Dynamical evolution of spinodal decomposition in holographic superfluids

TL;DR

This paper investigates the real-time nonlinear evolution of spinodal decomposition in holographic superfluids, revealing four stages of phase separation and the role of dynamical heterogeneity, using numerical simulations in a simple holographic model.

Contribution

It introduces a holographic model to study nonlinear spinodal decomposition, confirming linear stability analysis and characterizing the dynamical stages of phase separation.

Findings

Identification of four stages in spinodal decomposition.

Confirmation of a critical length scale related to gradient instability.

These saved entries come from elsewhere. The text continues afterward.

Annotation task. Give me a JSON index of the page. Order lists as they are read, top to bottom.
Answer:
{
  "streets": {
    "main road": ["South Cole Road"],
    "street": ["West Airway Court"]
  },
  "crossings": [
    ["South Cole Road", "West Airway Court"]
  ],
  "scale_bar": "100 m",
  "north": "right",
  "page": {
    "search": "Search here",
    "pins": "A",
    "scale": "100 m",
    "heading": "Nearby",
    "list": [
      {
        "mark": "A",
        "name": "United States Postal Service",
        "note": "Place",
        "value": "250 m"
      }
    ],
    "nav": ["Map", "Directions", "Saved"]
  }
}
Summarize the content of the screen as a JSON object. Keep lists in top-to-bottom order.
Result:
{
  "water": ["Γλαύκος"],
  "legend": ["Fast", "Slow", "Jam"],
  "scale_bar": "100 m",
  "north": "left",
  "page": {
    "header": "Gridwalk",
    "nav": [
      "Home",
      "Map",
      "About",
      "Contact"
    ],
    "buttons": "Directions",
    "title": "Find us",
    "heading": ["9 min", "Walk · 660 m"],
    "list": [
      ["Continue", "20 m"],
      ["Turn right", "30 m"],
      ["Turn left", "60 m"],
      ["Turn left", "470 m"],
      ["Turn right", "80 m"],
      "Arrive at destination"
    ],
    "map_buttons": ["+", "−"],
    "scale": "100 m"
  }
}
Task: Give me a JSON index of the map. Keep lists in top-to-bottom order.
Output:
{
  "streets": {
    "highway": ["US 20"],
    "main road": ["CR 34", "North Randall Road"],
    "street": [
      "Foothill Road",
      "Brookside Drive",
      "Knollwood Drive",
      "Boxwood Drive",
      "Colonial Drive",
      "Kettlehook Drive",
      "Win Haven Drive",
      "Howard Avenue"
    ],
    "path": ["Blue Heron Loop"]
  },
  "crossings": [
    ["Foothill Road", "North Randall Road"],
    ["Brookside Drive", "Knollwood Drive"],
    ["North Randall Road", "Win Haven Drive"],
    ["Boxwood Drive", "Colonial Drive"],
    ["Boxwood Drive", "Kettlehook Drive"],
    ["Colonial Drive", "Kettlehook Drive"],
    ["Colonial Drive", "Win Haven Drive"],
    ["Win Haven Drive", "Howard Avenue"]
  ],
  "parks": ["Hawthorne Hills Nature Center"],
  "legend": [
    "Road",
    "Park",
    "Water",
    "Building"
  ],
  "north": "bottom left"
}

Correlation between dynamical heterogeneity and local chemical potential variance.

Abstract

We study the nonlinear dynamical evolution of spinodal decomposition in a first-order superfluid phase transition using a simple holographic model in the probe limit. We first confirm the linear stability analysis based on quasinormal modes and verify the existence of a critical length scale related to a gradient instability -- negative speed of sound squared -- of the superfluid sound mode, which is a consequence of a negative thermodynamic charge susceptibility. We present a comparison between our case and the standard Cahn-Hilliard equation for spinodal instability, in which a critical length scale can be also derived based on a diffusive instability. We then perform several numerical tests which include the nonlinear time evolution directly from an unstable state and fast quenches from a stable to an unstable state in the spinodal region. Our numerical results provide a real time description of spinodal decomposition and phase separation in one and two spatial dimensions. We reveal the existence of four different stages in the dynamical evolution, and characterize their main properties. Finally, we investigate the strength of dynamical heterogeneity using the spatial variance of the local chemical potential and we correlate the latter to other features of the dynamical evolution.